Durch dieses Foto, auf dem die Band in die Station hineinläuft und nur Sänger Ian Curtis zurückblickt, wurden Sie berühmt.
Es war kalt an dem Tag, die vier Jungs behielten ihre Arme in den Taschen und schüttelten mir zur Begrüßung nicht einmal die Hand. Sie fanden es komisch, die Bilder unten in der U-Bahn zu machen, aber interessant genug, um es durchzuziehen. Erst als wir nach zehn Minuten und eineinhalb Filmen mit etwa 35 Bildern fertig waren, haben sie mir die Hand gegeben.

Schon damals war London alles andere als günstig.
Ja. Schon nach sechs Monaten war ich pleite, ich flog hochkant aus der Wohnung – und musste in ein besetztes Haus in Dalston, im Osten Londons, ziehen.

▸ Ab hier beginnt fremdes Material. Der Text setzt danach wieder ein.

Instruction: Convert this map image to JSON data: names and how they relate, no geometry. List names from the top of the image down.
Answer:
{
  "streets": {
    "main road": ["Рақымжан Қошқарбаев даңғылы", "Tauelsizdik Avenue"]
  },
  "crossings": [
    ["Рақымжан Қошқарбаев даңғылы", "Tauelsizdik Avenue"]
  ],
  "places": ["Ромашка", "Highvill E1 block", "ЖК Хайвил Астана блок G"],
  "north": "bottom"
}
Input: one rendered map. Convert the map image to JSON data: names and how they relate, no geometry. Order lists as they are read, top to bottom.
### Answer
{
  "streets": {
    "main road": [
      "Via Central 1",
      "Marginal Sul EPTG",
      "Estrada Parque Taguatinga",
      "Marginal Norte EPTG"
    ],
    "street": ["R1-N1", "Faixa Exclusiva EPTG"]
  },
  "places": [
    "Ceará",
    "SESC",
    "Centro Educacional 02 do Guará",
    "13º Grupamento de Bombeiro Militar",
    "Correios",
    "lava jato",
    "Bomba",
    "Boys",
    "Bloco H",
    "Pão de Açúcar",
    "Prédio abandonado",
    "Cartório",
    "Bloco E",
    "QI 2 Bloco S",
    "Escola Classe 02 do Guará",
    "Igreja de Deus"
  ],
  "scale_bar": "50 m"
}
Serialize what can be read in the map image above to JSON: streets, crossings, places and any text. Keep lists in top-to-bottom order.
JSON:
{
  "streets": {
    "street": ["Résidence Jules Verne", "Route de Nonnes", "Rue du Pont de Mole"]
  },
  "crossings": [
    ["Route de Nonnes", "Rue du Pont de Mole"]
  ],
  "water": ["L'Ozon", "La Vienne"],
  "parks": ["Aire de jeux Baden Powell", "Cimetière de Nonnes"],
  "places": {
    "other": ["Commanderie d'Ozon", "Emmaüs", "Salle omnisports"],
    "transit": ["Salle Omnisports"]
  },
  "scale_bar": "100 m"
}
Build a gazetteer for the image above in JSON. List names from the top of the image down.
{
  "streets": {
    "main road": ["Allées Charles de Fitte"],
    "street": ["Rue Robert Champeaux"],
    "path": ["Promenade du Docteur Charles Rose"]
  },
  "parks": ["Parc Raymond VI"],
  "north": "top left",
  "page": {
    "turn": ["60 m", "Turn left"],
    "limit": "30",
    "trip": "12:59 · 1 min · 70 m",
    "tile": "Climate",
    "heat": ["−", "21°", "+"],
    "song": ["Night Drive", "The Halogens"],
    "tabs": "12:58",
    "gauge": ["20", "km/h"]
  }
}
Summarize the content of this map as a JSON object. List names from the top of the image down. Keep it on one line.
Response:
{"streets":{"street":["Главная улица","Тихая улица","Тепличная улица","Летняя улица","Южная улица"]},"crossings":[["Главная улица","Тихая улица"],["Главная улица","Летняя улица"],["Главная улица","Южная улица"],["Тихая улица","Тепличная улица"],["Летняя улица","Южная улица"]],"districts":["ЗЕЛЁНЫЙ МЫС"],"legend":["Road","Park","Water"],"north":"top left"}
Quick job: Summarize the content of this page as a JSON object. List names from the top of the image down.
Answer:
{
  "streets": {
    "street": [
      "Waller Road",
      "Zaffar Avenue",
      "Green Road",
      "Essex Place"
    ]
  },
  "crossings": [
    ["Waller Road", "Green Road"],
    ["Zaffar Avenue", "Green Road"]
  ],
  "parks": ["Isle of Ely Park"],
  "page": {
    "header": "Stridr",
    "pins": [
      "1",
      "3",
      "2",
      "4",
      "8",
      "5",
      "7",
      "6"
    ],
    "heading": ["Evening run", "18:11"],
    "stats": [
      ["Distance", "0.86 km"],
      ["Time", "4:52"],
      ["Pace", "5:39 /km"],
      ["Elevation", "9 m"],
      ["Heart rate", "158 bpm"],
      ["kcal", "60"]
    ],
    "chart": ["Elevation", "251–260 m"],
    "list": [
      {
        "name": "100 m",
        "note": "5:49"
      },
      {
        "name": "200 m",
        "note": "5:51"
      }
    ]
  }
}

Heute eine begehrte Gegend.
Vor 30 Jahren war es sehr deprimierend. Wir bezahlten jeder ein Pfund pro Woche als symbolische Miete, damit waren wir bei den Behörden anerkannt. Das Gebäude war heruntergekommen, es gab kein Warmwasser. Jeden zweiten oder dritten Tag gingen wir in ein Badehaus die Straße runter, wo wir etwas für Handtücher und Seife zahlten und uns duschten. Mir war klar, ich kann nicht zurück nach Holland. Dann wäre ich ein Versager, einer, der es in England nicht geschafft hatte. Heute denke ich: Nach 30 Jahren London und den aufreibenden Fahrten durch die Stadt ist es eine Erleichterung, einfach das Fahrrad zu nehmen und in fünf Minuten beim Arzt zu sein

In Ihrer Karriere haben Sie nur eine politische Kampagne fotografiert – für den niederländischen Sozialdemokraten Wim Kok 1999. Warum?
Ich bereue es ein bisschen. Zu der Zeit lebte ich schon so lange in London, ich hatte Heimweh nach Holland. Und ich konnte die politische Situation aus der Ferne nicht sehr gut einschätzen. Wim Kok war für mich mehr ein Staatsmann als ein Politiker.

Ist das ein Unterschied?
Staatsmänner kümmern sich um das Land, das sie regieren, Politiker um die Partei, in der sie sind. Ich hätte es trotzdem nicht tun sollen. Er begann später für große Unternehmen zu arbeiten. Irgendwie war ich enttäuscht.

Die „New York Times“ wollte einmal, dass Sie den rechtspopulistischen Politiker Jörg Haider fotografieren …
… und ich lehnte ab. Ich wollte Haider nicht zu einer Ikonisierung durch meine Bilder verhelfen.

Wen würden Sie unbedingt gern fotografieren?
Ich könnte wirklich ein besseres Bild von Uncle Bob machen.

Von wem bitte?
Bob Dylan. Ich habe ihn einmal fotografiert, das war ein zufälliges Treffen. Das würde ich gern besser machen. Ich will ihm nur nicht hinterherjagen, das wäre gegen meine Natur. Ich glaube daran: Eines Tages wird es eine Möglichkeit geben. Aber vor seiner Tür warten werde ich nicht.